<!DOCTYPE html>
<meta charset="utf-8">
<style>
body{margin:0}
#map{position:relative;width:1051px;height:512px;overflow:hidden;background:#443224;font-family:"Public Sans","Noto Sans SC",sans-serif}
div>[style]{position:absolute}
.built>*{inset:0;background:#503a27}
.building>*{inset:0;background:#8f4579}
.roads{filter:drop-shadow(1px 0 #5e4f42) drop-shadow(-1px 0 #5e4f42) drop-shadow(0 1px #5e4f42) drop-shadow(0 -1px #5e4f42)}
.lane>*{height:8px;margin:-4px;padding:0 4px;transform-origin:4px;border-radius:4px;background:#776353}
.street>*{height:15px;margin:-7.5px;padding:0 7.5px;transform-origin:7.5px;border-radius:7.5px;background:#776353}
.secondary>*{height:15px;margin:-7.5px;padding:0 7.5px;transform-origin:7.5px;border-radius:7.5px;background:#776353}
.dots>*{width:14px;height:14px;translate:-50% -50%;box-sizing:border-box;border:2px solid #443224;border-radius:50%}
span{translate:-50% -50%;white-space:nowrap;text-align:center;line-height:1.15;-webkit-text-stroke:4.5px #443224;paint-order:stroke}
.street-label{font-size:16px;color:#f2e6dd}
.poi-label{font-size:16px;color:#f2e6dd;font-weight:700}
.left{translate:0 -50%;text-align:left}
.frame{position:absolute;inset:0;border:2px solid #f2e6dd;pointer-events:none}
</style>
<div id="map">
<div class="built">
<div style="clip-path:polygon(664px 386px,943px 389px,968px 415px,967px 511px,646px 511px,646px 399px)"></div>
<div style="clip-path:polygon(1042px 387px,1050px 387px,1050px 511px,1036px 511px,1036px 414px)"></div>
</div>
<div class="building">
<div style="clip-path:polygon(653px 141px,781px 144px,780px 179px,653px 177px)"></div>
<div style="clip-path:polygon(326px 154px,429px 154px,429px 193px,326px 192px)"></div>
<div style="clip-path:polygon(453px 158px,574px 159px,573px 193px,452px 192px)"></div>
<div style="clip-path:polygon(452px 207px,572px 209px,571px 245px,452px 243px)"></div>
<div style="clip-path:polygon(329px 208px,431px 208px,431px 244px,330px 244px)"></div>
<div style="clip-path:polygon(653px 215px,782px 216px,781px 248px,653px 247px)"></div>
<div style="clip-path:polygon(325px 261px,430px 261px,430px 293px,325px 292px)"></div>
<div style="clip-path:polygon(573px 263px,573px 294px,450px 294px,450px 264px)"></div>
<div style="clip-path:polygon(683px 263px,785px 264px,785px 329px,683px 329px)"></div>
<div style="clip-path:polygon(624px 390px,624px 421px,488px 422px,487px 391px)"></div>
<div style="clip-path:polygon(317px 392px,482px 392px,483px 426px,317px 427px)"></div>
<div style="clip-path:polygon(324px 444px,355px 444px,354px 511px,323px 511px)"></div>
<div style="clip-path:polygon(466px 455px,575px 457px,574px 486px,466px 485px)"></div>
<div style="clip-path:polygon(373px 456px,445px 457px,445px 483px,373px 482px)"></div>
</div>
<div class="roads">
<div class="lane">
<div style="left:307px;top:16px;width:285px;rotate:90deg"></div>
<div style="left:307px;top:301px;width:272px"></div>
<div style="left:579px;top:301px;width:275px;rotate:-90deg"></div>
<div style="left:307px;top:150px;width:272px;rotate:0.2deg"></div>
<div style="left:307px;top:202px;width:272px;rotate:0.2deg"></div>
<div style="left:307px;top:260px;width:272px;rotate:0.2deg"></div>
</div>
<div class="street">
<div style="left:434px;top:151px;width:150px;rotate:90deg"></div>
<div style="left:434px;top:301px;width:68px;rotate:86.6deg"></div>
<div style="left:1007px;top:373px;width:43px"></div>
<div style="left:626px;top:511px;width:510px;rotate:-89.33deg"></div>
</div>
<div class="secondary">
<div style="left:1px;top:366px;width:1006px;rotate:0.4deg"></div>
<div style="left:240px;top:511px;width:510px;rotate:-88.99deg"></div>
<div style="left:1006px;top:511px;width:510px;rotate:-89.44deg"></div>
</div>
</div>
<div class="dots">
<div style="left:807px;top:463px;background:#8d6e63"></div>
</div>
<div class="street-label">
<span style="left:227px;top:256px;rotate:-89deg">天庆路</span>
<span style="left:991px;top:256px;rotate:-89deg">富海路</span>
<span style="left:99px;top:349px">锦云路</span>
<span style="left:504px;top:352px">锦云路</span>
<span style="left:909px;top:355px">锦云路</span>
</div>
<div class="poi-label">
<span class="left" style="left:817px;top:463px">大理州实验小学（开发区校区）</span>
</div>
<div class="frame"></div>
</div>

──────────────────────────────

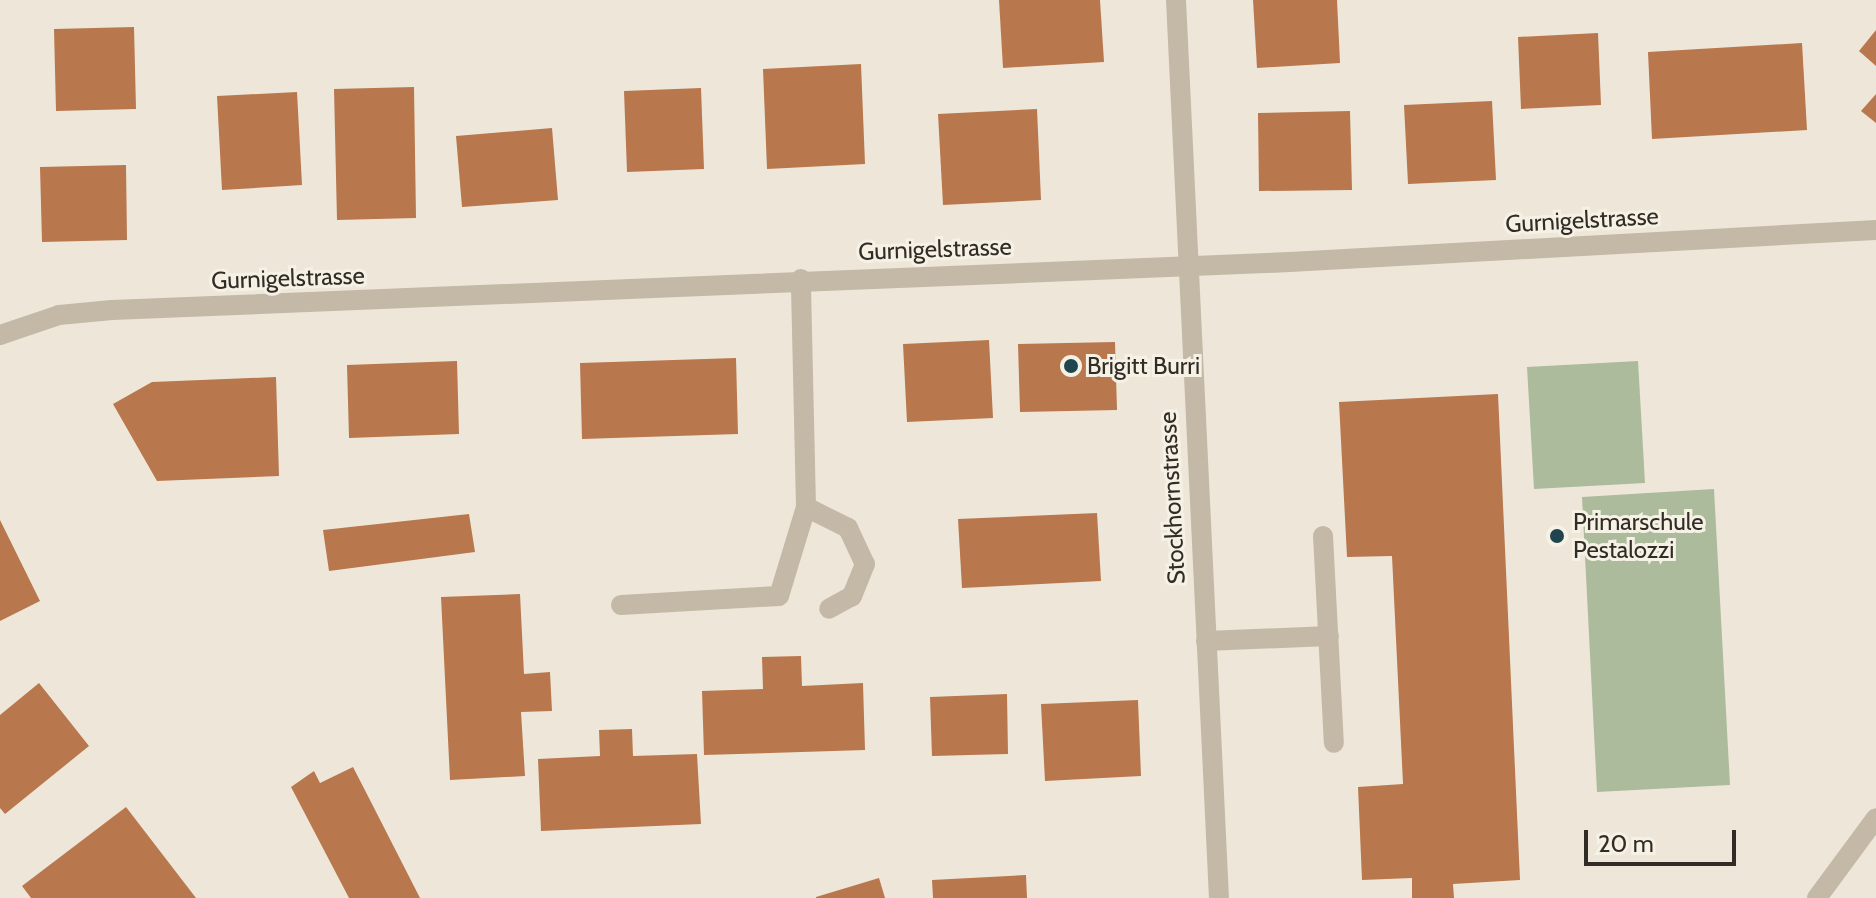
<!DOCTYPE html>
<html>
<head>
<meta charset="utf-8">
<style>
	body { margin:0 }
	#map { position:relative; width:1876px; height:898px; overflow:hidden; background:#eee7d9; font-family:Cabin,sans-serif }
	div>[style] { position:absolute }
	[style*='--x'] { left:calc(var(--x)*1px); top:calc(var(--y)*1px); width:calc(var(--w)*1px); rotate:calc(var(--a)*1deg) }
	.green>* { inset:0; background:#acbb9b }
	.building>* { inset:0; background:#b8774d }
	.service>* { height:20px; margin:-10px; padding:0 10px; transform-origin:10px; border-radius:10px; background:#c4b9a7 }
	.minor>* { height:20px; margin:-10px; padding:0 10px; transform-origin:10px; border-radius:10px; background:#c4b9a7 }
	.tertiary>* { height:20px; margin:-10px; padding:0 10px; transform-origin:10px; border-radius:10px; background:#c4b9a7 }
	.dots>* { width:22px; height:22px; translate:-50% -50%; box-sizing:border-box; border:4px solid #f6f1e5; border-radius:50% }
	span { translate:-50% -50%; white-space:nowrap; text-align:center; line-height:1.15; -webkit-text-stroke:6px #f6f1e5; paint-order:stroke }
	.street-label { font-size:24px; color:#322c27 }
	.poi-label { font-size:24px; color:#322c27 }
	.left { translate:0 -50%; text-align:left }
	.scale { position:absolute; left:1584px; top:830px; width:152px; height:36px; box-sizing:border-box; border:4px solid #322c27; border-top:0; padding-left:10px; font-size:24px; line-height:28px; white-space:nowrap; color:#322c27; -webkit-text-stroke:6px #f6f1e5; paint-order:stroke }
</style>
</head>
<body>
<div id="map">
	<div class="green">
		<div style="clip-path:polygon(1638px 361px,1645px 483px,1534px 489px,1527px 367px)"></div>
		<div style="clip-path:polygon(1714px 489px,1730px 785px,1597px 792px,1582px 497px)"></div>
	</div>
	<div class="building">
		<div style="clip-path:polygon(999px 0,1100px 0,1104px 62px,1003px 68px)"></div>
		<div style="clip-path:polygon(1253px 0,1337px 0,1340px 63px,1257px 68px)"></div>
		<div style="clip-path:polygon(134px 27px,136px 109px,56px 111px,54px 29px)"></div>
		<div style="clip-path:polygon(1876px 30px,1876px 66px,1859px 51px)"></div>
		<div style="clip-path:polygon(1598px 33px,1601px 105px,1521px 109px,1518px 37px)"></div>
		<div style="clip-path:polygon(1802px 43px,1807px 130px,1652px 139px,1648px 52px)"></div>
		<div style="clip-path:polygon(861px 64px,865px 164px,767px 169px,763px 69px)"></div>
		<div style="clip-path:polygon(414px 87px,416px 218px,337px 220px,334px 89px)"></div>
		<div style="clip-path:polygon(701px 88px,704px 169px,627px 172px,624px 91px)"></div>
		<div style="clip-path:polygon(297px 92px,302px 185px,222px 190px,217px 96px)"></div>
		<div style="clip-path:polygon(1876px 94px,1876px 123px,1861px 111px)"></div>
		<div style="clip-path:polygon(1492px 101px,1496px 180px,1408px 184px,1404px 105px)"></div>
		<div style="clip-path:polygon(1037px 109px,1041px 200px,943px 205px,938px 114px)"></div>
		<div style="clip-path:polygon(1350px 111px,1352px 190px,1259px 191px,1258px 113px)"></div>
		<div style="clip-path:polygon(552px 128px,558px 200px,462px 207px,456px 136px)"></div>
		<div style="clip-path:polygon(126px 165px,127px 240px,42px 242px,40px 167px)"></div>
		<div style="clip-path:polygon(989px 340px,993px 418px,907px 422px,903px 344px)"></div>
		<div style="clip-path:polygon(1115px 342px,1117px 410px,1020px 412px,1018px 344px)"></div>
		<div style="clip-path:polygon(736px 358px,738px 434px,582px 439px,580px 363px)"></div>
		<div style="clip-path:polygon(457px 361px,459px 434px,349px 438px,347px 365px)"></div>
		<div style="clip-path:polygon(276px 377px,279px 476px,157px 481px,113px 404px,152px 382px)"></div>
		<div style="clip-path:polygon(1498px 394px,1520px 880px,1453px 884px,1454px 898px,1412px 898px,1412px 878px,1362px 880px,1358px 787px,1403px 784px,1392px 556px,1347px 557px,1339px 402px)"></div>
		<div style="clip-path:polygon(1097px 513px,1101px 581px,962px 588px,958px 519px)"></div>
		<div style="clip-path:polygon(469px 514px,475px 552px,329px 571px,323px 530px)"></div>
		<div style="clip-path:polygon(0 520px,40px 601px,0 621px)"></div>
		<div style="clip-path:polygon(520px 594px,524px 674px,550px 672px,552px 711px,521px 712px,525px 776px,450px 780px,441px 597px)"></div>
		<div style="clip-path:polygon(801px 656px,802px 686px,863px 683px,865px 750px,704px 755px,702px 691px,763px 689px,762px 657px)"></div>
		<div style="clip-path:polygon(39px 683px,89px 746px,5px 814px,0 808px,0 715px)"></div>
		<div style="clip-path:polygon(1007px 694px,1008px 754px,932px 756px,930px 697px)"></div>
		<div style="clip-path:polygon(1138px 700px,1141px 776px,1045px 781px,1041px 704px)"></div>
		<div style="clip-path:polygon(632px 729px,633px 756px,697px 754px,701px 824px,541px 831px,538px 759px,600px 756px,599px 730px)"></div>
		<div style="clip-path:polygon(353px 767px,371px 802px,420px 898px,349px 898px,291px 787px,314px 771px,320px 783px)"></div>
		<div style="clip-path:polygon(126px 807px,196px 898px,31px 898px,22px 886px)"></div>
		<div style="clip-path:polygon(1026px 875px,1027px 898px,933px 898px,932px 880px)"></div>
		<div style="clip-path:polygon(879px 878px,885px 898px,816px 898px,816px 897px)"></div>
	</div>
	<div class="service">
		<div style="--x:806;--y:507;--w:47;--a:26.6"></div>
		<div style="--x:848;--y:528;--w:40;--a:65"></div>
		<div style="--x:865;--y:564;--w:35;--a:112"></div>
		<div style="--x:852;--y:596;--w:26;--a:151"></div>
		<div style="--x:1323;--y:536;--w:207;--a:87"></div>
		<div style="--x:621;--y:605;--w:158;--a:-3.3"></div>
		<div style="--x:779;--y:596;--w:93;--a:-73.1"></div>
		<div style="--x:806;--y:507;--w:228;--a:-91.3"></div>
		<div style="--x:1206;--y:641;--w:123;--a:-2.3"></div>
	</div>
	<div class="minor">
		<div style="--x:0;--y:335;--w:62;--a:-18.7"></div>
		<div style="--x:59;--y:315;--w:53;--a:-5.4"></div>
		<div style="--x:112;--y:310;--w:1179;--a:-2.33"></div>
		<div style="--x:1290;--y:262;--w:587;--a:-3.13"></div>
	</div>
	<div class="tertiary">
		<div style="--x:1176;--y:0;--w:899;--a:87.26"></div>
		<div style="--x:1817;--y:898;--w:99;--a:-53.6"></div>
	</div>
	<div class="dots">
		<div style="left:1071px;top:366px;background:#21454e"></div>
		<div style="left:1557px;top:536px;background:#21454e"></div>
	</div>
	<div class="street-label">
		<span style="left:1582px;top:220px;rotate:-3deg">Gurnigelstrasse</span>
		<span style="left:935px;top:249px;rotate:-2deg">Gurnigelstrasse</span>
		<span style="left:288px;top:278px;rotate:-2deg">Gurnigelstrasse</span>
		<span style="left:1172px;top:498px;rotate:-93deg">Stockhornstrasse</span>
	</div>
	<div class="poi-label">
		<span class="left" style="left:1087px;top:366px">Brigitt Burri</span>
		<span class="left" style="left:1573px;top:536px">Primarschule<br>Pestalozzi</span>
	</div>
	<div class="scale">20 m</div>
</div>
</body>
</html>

──────────────────────────────

Determine the number of lines in the material above that include the word "overflow". Give that number and no other text.

2